What the Malcolm Turnbull legacy will be remains to be seen. When he appeared on a special edition of the ABC’s QandA last Thursday he was as charming, evasive and polite as ever. We didn’t learn much, but is this the end of his political career as he claims, or the beginning of a new chapter?
I came to work for Ozemail the day Malcolm Turnbull, Sean Howard and Trevor Kennedy went from being well off to seriously rich. It was the day the deal selling one of the most successful pioneers of the Internet to WorldCom was consummated. It was the end of 1999 and not long before the beginning of the end of the “Dot-com bubble” – their timing was perfect. Sean Howard disappeared from public view, Trevor Kennedy likewise after being caught up in the Offset Alpine Printing Company affair. Malcolm the merchant banker became Malcolm the politician.
Fast forward fifteen years to Tony Abbott’s dysfunctional government, in late 2014 I emailed Turnbull on a whim, suggesting he needed to challenge for the leadership and added that if he did, I would become an Australian citizen. He replied telling me “that will never happen” but that I still should become a citizen and vote Liberal. When he later “changed his mind” I was true to my word and became a citizen. Never voted Liberal, though, as Turnbull disappointed many who believed in his abilities as a leader.
The rest is history, Turnbull is now “retired” after being removed by his party and then causing tax payers the unnecessary expense of a by-election and his former party the ignominy of losing a safe seat.
Retired or not, Prime Minister Morrison sent him to Indonesia to patch things up with President Widodo after the Israel embassy policy bungle, a decision which raised quite a few eyebrows. The truth is that Widodo specifically requested Turnbull to attend, his government was livid about even the suggestion of an embassy relocation. Indonesia is, after all, a predominantly Muslim country with strong support for the Palestinian cause. To add insult to injury, a Palestinian delegation led by their foreign minister was visiting Jakarta for talks around the time Morrison made his inexplicable faux pas.
Malcolm Turnbull Legacy
Equally curious was the ABC’s Q and A inviting Turnbull to a special edition of the program last Thursday. That the ABC wanted to talk to Turnbull is no surprise, but why couldn’t it be in one of the scheduled current affairs programs?
Maybe ABC editors and program lead Tony Jones though questions from the floor would be more incisive than, say, Laura Tingle or Barry Cassidy? Either way, many of the questions from the floor were straight to the point, but Tony Jones were disappointingly meek in following up the answers from a Turnbull who still speaks like a politician, avoiding and deflecting questions he didn’t want to dwell on.
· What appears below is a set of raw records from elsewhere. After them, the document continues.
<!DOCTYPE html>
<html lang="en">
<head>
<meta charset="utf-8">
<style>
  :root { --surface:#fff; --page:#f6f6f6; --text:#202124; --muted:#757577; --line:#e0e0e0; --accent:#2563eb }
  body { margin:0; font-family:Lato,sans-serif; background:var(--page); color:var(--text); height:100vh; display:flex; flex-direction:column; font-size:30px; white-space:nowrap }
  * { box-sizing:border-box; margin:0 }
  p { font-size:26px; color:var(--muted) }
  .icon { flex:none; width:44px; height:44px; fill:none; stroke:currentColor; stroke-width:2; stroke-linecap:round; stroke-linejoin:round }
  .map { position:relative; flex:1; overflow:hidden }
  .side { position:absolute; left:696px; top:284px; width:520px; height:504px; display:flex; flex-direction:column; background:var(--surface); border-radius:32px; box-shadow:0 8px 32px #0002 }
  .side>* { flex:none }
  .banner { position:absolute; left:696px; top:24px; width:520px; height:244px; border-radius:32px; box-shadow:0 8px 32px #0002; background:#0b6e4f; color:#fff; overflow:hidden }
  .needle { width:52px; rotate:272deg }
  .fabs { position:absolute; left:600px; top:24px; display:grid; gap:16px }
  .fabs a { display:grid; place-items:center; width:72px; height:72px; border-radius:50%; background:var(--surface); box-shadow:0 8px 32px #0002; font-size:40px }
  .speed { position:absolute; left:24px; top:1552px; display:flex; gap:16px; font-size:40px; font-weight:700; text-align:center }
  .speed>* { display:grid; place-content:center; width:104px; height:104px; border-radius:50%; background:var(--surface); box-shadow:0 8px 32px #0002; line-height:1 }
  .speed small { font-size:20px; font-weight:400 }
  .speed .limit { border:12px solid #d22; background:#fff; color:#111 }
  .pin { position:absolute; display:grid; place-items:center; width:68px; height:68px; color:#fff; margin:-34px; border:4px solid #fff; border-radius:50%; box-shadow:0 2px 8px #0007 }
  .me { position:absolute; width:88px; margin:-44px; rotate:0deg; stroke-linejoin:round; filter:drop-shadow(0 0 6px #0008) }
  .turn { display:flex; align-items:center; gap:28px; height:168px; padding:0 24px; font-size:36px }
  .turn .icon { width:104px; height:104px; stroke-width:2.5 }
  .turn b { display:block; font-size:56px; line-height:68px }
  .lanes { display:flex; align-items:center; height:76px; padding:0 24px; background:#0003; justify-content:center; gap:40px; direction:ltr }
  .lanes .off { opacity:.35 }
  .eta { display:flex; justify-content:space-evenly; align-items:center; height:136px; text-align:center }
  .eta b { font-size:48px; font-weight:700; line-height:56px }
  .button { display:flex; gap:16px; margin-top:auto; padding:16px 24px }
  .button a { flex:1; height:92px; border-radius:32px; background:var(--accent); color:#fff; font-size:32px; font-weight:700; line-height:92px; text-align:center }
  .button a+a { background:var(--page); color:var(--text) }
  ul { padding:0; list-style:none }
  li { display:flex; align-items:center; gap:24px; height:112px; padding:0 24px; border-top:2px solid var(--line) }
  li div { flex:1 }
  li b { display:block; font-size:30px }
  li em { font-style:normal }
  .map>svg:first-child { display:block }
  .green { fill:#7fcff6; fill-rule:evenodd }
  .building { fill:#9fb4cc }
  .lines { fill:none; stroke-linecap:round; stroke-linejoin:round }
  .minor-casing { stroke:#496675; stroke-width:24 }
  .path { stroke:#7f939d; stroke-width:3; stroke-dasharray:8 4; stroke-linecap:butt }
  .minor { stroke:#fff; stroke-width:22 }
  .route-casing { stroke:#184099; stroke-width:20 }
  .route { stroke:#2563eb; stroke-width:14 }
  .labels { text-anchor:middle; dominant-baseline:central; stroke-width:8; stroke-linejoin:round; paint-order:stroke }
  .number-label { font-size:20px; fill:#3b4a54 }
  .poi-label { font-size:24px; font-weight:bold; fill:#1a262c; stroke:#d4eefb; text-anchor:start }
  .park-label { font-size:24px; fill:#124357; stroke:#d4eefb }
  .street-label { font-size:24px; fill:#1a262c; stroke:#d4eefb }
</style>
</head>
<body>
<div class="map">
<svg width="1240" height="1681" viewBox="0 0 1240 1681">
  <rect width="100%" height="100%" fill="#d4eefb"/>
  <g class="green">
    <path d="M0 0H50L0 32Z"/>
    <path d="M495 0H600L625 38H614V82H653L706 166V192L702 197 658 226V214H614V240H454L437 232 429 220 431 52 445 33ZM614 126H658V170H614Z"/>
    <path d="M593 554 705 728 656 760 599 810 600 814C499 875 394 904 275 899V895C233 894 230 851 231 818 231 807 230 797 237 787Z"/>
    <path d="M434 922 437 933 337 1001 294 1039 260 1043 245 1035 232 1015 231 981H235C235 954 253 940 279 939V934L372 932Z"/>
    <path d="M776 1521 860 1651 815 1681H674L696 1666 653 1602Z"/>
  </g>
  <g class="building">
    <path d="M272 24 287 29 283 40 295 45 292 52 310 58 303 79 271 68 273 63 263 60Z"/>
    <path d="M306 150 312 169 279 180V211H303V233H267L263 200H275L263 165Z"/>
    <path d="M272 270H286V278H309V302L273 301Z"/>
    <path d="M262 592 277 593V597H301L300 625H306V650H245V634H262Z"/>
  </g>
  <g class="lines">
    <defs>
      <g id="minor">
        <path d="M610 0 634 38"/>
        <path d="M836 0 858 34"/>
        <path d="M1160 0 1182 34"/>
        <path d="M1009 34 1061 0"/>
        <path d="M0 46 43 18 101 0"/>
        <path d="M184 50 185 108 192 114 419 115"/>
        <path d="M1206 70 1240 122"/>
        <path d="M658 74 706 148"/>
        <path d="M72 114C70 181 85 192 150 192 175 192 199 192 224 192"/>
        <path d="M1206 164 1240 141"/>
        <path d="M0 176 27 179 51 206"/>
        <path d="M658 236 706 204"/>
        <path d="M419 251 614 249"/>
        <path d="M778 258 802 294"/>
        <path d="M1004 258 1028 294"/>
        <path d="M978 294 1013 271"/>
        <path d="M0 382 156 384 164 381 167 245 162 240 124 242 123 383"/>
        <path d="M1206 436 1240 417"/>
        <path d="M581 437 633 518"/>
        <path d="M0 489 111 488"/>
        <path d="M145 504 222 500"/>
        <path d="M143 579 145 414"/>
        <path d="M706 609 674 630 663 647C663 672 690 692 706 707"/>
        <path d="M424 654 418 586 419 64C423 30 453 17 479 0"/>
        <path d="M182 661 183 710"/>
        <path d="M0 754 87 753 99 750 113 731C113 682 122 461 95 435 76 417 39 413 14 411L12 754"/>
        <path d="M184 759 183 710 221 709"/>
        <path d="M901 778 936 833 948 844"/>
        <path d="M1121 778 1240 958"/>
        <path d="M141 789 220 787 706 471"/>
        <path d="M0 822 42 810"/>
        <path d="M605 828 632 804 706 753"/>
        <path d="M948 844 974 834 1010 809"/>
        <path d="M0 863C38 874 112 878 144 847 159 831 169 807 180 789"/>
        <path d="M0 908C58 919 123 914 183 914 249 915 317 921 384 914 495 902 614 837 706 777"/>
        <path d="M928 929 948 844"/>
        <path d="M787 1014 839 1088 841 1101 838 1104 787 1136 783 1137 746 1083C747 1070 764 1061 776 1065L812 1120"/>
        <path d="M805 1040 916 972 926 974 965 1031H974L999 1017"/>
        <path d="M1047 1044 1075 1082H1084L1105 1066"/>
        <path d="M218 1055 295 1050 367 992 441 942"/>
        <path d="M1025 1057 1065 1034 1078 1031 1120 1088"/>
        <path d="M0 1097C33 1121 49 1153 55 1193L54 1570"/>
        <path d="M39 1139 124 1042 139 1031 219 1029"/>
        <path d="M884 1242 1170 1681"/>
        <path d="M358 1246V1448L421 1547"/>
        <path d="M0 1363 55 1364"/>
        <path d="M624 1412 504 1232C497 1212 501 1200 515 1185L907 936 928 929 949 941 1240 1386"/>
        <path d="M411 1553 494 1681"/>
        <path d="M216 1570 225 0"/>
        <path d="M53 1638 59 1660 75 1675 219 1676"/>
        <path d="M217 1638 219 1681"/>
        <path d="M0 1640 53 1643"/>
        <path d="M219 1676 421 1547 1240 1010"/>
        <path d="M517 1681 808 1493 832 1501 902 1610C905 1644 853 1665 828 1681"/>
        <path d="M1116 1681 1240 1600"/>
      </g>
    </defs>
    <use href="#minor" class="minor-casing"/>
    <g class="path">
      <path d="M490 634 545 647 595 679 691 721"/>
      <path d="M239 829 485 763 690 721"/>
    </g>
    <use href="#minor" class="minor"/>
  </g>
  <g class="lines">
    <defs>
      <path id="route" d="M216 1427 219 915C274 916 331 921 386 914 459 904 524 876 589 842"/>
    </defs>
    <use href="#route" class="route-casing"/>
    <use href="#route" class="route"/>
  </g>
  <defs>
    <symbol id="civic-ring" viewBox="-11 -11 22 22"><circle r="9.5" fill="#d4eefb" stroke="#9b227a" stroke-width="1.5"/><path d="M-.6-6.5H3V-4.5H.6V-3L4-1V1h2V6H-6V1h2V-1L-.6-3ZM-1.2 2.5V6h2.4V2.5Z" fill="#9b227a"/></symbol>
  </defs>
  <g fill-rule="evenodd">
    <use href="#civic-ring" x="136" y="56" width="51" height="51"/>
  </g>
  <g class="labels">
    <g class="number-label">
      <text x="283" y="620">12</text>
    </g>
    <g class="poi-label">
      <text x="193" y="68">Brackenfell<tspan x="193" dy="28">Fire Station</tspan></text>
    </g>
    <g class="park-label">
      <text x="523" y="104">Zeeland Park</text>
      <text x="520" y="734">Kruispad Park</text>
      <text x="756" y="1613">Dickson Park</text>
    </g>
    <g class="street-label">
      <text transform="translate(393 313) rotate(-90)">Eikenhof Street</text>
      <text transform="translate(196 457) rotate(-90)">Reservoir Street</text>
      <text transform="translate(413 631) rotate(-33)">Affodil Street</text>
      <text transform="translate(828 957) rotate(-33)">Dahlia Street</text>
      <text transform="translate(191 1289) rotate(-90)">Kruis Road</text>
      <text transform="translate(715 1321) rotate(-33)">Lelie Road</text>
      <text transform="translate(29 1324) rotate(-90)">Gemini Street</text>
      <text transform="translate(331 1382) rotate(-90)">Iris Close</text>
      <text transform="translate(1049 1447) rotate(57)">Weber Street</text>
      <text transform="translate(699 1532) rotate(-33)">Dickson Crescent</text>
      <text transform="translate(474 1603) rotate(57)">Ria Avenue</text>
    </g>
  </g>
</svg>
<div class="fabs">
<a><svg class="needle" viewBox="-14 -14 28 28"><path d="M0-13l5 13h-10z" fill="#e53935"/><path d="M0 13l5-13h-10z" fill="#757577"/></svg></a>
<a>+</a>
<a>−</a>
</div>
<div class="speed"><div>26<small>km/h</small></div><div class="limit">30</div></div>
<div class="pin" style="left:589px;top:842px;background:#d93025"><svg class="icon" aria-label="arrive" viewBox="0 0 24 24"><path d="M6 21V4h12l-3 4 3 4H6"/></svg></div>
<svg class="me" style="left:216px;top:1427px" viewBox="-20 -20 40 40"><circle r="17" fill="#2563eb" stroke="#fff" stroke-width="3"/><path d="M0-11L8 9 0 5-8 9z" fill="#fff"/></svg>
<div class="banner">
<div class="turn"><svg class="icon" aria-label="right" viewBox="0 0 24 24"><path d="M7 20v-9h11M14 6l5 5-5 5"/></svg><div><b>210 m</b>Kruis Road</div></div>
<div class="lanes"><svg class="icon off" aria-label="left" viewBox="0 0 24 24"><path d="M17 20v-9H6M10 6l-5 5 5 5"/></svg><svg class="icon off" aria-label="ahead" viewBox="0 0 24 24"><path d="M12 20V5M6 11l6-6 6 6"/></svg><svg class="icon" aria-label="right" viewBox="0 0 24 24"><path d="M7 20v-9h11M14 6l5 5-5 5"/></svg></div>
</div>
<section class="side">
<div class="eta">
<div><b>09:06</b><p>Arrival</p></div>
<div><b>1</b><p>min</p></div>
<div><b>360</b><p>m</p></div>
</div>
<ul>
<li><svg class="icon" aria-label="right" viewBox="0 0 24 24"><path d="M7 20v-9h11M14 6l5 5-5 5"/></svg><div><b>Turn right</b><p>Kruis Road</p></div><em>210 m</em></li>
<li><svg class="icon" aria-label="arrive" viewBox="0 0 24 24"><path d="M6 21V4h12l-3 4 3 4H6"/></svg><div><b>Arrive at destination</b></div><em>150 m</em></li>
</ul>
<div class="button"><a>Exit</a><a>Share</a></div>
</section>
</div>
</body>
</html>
He wanted to talk about and name the people who betrayed him and did so with a thinly disguised venom just on the right side of acceptability on national TV. Privately he has been rather less polite according to people who have met him recently.
Apparently the NBN was “off the table” for reasons unknown, he would no doubt have been able to deflect his responsibility for that debacle, too. My opinion on that note is it was the first deal “he did with the devil” when becoming Communications Minister under Tony Abbott in 2013. Abbott was so determined to wreck the NBN; Turnbull must have known the changes he demanded were flawed, but to admit it now is to admit to a weakness he won’t own up to.
The lack of self-insight was maybe the most startling during an hour’s worth of a relaxed and happy looking Turnbull highlighting what he sees as his many achievements as Prime Minister. The most galling of those claims for many would be him taking credit for the same sex marriage legislation, a process unnecessarily convoluted, ridiculously expensive and hurtful for those who had waited for it for far too long.
He also seems oblivious to any comparison between his ouster and his own coup to replace Tony Abbott in 2015. At best it’s a display of Turnbull’s political naivety, at worst it is disingenuous. I’d suggest a bit of both.
His claim to no longer being a threat to Scott Morrison is disingenuous. His performance was not one of someone who is no longer a “player”. It was all about his legacy, but also a portrait of a man whose burning ambition still smoulders. And as the Liberal Party is in disarray, with a Prime Minister “getting on with things” on a bus he doesn’t ride on, wearing ill-fitting head-wear, munching pies and skoaling beers, with little of substance on offer, the hard right of the party as vocal as ever, and the so called “small l” liberals in the party no doubt feeling increasingly alienated.
Turnbull may be retired, but just as he told me what “would never happen” four years ago, I am not convinced he isn’t plotting a return – maybe in a Liberal Party split?